The advocates for FDI, on the other hand, argue that for attracting FDI in some critical sectors, the host/recipient nation must permit FDI in industries where it may not be beneficial.
The data released by the Department of Industrial Policy and Promotion (DIPP) reveals that India attracted FDI equity inflows to the tune of USD 2,014 million in December 2010 and the cumulative amount of FDI equity inflows from April 2000 to December 2010 stood at a whopping USD 186.79 billion. It is, therefore, not surprising that the United Nations Conference on Trade and Development (UNCTAD) Report on world investment prospects, “World Investment Prospects Survey 2009-2012”, ranks India at the second place in global foreign direct investments. It is also estimated that India will continue to remain among the top five attractive destinations for international investors during 2010-12 period. How has India assumed the position of a key international trading partner on the world canvas? Most experts largely attribute it to implementation of the Consolidated FDI Policy which compiles together in one document all previous Acts, Regulations, Press Notes, Press Releases and Clarifications issued by the DIPP as well as the Reserve Bank of India where they relate to FDI. The Consolidated FDI Policy was first introduced with effect from April 1, 2010 (known as Circular 1 of 2010), with a view to reflecting the current ‘policy framework’ on FDI. Needless to say, DIPP’s consolidation initiative has been commended as a meritorious exercise. Particularly, the decision to endorse the practice of making bi-annual amendments to the policy (as opposed to the previous practice of implementing ongoing notifications) has been welcomed by all quarters. Another critical factor responsible for the rise in FDI inflows has been the recent authority granted to the Foreign Investment Promotion Board (FIPB), under the Ministry of Commerce and Industry, to clear FDI proposals of upto USD 258.3 million. Earlier all project proposals that involved investment of above USD 129.2 million had to be put up before the Cabinet Committee of Economic Affairs (CCEA) for approval.

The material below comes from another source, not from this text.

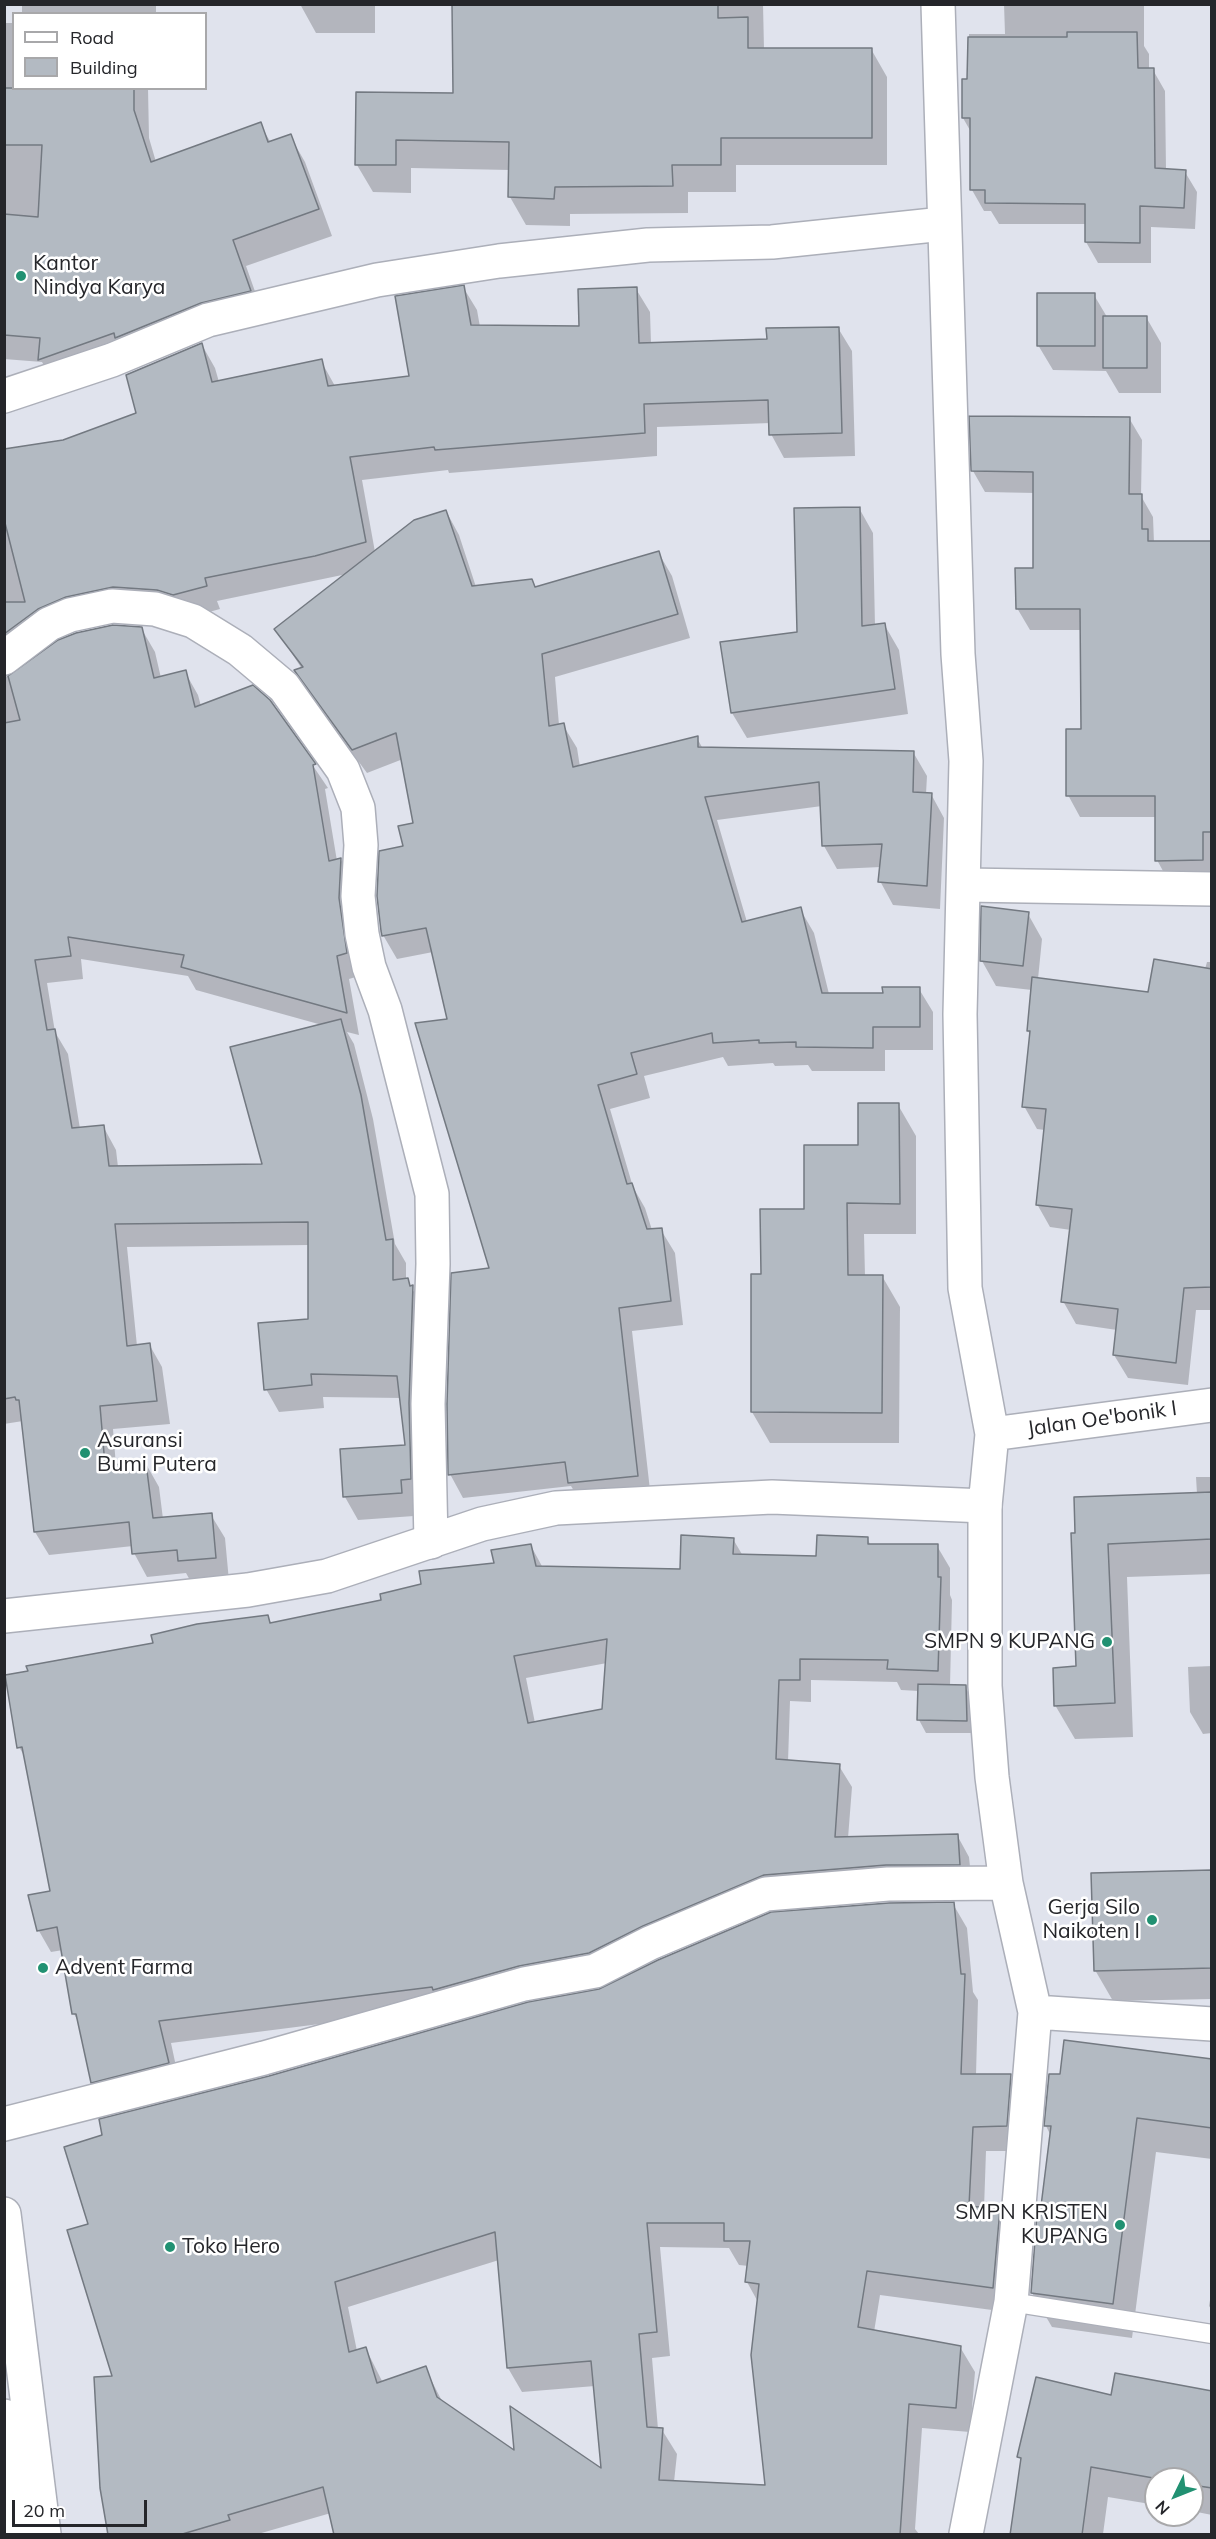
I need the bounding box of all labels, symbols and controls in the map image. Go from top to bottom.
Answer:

Circular 1 of 2011 is the third edition of the Consolidated FDI Policy and is part of the ongoing exercise of simplification and rationalisation of FDI procedures. With the FDI inflows into India during the 11- month (April-February) period this fiscal year, declining by 25 per cent to USD 18.3 billion, the timing for further liberalisation could not have been better!
Through the new edition of the Consolidated FDI Policy (Circular 1 of 2011) the government has simplified the joint venture norms in order to liberalise foreign investment in India. In 1998, the Secretarial for Industrial Assistance issued a Press Note No.18 whereby there was complete ban on all new foreign direct investments by foreign investors who had previous joint venture or technology transfer or trademark agreement in Indian companies. This imposition proved very burdensome and impractical. In order to relax such imposition another Press Note No. 1 of 2005 was introduced which said that prior approval of Government would be required only in cases where foreign investor had an existing joint venture or technology transfer or trademark agreement in the same field. Looking at the impracticality of such norms the Government has now with this new FDI Policy of 2011 done away with such restriction and has allowed the foreign firms in existing joint ventures to function independently in same business sector.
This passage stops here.